How are you getting the cards to connest to the WAP?
Are you using the card's config util? Or XP's Wireless Zero Config?
Try using Boingo client (free) instead.....
www.boingo.com this
generally connects far better than otker methods and handles WEP.
Also try disabling XP's Wireless Zero Configuration service (Control panel,
Admin, services)...
Take a look at WEP Keygen
ttp://www.andrewscompanies.com/tools/wep.asp - this may resolve any
confusion about key length etc....
Guy
The Crow wrote:
> Hi.
> I don't know if anyone can help, or point me in the direction of a
> man who can, as the saying goes, but I'm seriously tearing my hair
> out, after an entire day of being messed around by my home network
> setup.
>
> Basically, here's the profile. A couple of months ago I bought a
> broadband adsl router and two wireless cards, one for each of the
> pc's at home.

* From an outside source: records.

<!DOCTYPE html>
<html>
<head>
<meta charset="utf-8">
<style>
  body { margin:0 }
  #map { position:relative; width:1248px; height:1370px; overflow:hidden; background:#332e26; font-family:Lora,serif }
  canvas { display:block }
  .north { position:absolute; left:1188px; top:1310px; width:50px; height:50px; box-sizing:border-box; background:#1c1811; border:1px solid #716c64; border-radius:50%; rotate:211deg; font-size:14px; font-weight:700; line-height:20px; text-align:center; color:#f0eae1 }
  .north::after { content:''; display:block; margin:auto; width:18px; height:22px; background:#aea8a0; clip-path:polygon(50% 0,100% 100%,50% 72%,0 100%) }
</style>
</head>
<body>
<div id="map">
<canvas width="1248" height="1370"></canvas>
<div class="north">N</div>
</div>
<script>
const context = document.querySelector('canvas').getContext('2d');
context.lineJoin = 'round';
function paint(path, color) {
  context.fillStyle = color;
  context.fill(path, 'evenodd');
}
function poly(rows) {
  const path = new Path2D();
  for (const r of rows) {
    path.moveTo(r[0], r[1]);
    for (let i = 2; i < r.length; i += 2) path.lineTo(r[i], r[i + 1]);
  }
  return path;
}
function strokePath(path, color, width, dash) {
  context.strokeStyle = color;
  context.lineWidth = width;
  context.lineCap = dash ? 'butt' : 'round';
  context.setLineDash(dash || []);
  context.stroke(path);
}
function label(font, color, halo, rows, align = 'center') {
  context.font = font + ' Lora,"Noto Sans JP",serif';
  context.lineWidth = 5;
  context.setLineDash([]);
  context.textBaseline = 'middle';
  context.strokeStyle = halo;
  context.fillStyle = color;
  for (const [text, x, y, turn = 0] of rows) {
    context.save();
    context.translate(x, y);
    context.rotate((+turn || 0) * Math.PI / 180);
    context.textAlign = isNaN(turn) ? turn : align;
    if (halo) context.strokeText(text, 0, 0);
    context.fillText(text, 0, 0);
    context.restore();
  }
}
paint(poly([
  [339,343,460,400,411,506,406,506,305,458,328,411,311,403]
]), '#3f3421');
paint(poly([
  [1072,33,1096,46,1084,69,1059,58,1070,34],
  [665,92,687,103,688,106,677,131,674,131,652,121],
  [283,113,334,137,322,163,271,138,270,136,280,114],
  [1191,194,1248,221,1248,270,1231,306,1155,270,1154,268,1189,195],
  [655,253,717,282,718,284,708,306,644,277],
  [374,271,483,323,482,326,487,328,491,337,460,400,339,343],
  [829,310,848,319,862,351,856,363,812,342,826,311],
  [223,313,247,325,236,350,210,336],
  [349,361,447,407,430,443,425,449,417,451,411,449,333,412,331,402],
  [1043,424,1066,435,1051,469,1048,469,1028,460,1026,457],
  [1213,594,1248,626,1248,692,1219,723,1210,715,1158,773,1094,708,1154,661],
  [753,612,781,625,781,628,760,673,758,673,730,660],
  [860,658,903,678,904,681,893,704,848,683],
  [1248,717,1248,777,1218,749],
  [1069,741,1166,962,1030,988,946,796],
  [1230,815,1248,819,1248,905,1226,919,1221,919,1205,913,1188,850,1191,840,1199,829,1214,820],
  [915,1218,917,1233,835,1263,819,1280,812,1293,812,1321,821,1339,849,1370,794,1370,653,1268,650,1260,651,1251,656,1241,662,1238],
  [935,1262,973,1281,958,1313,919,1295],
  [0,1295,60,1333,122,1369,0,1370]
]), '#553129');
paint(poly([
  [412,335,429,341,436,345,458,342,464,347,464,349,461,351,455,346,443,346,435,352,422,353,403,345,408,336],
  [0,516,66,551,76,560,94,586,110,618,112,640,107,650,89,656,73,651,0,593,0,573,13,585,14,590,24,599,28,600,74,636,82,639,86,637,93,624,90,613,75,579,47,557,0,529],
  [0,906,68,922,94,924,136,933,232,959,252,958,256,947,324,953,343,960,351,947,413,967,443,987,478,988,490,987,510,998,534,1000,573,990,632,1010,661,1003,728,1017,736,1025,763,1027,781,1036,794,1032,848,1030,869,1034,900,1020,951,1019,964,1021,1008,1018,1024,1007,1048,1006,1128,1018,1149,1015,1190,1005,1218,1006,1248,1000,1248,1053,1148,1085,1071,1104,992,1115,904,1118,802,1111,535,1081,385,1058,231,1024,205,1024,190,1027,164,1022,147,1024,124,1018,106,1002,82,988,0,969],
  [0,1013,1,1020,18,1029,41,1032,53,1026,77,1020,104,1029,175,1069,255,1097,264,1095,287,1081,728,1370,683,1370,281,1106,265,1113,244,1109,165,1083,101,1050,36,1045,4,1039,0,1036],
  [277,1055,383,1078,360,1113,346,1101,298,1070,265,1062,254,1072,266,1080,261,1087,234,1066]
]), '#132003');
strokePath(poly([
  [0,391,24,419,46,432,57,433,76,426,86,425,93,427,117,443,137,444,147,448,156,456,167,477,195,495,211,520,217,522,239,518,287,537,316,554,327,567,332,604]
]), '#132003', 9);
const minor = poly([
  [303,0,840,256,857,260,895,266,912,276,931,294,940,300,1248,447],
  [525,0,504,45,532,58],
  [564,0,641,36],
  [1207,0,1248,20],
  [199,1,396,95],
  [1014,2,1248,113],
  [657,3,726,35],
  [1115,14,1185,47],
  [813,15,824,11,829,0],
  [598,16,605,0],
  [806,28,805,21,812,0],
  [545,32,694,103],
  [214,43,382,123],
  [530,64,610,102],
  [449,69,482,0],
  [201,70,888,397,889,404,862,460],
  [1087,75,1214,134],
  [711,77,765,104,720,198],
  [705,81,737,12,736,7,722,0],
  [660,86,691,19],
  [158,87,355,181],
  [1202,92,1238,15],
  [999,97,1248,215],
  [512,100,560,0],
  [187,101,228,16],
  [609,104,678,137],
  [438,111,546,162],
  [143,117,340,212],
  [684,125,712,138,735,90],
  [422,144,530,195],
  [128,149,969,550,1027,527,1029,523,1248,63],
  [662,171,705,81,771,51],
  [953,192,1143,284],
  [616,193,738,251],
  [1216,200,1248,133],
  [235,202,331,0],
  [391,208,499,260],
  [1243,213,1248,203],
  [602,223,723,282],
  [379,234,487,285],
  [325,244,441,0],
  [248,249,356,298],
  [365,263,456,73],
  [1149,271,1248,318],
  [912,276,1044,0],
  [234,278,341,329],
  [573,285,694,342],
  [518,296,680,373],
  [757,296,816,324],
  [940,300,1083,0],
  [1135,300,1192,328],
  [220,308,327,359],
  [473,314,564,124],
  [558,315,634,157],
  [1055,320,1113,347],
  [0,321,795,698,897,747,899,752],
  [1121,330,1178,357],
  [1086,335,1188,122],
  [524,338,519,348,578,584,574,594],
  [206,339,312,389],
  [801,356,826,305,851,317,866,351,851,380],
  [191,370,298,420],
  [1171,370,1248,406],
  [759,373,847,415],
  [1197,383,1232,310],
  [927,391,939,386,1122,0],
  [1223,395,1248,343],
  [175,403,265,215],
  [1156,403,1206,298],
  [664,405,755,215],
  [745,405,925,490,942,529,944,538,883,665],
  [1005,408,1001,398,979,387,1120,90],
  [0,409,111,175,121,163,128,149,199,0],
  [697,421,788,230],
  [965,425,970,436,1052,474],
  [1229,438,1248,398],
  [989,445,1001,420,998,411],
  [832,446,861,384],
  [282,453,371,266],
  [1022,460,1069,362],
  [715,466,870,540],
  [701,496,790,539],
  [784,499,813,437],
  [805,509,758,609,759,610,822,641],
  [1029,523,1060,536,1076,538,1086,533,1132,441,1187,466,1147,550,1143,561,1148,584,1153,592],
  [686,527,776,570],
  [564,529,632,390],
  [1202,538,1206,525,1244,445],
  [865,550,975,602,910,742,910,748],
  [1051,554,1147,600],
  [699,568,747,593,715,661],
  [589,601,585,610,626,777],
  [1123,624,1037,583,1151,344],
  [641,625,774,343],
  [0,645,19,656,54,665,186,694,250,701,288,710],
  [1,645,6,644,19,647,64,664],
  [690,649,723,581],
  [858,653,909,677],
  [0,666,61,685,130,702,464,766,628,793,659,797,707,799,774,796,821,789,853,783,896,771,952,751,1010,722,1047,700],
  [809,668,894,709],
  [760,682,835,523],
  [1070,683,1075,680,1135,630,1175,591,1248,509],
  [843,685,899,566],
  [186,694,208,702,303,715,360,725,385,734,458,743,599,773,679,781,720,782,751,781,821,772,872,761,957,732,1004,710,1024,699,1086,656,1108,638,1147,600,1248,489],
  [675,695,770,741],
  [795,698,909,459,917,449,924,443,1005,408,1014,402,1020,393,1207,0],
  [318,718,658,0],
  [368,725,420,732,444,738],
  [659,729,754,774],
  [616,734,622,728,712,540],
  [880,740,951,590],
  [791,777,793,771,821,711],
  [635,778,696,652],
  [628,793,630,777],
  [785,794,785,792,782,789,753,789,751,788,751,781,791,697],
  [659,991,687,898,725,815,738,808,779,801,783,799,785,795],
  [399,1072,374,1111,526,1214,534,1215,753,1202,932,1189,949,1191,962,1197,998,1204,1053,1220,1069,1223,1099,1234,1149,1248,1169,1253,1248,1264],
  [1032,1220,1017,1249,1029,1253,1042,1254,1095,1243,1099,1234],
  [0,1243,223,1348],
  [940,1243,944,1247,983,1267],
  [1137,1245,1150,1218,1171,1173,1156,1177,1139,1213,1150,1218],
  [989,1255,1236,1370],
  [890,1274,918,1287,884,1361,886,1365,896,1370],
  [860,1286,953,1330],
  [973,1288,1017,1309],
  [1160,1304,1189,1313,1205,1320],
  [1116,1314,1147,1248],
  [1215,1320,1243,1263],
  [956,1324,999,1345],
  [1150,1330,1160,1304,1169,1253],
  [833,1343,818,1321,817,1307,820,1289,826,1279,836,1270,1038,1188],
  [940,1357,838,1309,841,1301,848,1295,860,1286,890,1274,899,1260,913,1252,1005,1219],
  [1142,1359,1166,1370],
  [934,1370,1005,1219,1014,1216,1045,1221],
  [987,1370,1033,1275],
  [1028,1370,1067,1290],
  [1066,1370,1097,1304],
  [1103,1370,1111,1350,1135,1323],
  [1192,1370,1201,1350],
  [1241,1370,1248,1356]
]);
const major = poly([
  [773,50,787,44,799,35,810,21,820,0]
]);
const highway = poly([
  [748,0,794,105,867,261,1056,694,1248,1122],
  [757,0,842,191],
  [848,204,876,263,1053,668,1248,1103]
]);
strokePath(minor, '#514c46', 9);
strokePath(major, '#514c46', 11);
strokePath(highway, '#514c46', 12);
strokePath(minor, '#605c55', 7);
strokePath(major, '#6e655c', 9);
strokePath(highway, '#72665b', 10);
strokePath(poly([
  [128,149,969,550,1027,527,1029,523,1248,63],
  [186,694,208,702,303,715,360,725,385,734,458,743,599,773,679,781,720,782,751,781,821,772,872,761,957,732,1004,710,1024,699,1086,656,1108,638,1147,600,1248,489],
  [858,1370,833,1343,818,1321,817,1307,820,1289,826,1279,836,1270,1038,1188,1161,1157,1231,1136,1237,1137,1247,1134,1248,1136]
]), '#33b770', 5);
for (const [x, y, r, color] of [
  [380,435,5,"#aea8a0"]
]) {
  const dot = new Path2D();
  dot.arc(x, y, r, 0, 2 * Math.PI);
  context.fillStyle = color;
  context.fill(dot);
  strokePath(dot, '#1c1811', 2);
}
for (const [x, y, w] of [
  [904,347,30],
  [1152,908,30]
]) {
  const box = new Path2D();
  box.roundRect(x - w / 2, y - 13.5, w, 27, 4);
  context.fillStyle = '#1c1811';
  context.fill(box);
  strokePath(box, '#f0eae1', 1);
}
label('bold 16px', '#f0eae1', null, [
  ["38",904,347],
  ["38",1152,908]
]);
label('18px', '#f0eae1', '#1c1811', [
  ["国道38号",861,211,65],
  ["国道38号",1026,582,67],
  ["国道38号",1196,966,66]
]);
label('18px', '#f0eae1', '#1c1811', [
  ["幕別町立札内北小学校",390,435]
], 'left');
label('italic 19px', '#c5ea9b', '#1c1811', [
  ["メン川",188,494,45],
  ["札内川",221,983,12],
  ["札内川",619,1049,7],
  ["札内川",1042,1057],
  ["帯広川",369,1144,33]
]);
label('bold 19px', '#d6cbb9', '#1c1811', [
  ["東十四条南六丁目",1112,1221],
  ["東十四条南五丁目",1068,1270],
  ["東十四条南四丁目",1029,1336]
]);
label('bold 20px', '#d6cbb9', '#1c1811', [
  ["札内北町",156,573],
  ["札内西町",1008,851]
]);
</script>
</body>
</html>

The router is plugged into the phone socket
> downstairs, and mine and my girlfriend's pc's are upstairs, in our
> respective offices. When I try and connect both pc's to the router,
> using their wireless cards, and no security, everything is fine.
>
> If I try and set up some kind of encription, be it WPA or WEP based,
> suddenly, things go wrong. One PC uses XP, and the other Win2K, but I
> downloaded a WPA utility for the Win2K machine, so it should cope.
>
> Just taking the one machine, the XP one, for simplicity's sake, I keep
> having trouble connecting to the router. Everything's fine, I'm all
> connected, and then I'll go to send an email or something, and
> Outlook will report, 'couldn't find server'. When I check in the
> system tray, my wireless icon says 'not connected'. If I call up the
> 'view available wireless' box, I can see my router listed, and when I
> click on it it says disconnected in the status section, but then,
> further down, it says 'you are connected to this netowrk. to
> disconnect, click' etc etc etc. The icon in the system tray claims
> 'not connected', but the available wireless list tells me I can only
> disconnect. Confusing? I have gained access to my router, and
> disabled the security, by restoring factory settings and configuring
> the WAN connection all over again, but the problem persists. About
> once every five minutes I just get kicked off the router. I run a
> software firewall, sygate, as well as the router's inherent firewall,
> and wonder if this is anything to do with the problem.
>
> I don't know a great deal about networking or wireless connectivity,
> and the router's mannual is crap, it's a D-Link. The same thing just
> keeps happening though. I'll establish a connection, go off and do
> some work, come back, and hey, I'm disconnected. Sometimes it will
> simply reconnect of it's own free will, sometimes not, sometimes I
> have to start from scratch by restoring the defaults on the router.
> And this is all without even turning the other pc on.
>
> I know this is a bit vague, but the mannual, as I say, is rubbish,
> and I'm not quite sure where to go for help. I wonder if there's a
> third party software sweet, other than Windows default networking
> software, that I could install on each of the two machines to
> administor and run the network and router connections, that might
> prove easier and better. Any ideas? Sometimes I can't get a page on
> Internet Explorer, and can't connect to my email server using
> Outlook, even though the icon in the system tray claims to be
> connected. It's just a total mystery to me.
>
> All I want to do is set up the router and two pc's, each with a
> wireless card, so taht each can access the router independantly of
> each other, regardless of whether both machines are on or off. I
> didn't know it would be so complex. Has this rambling rubbish made
> any sense, and can anyone help? Thanks.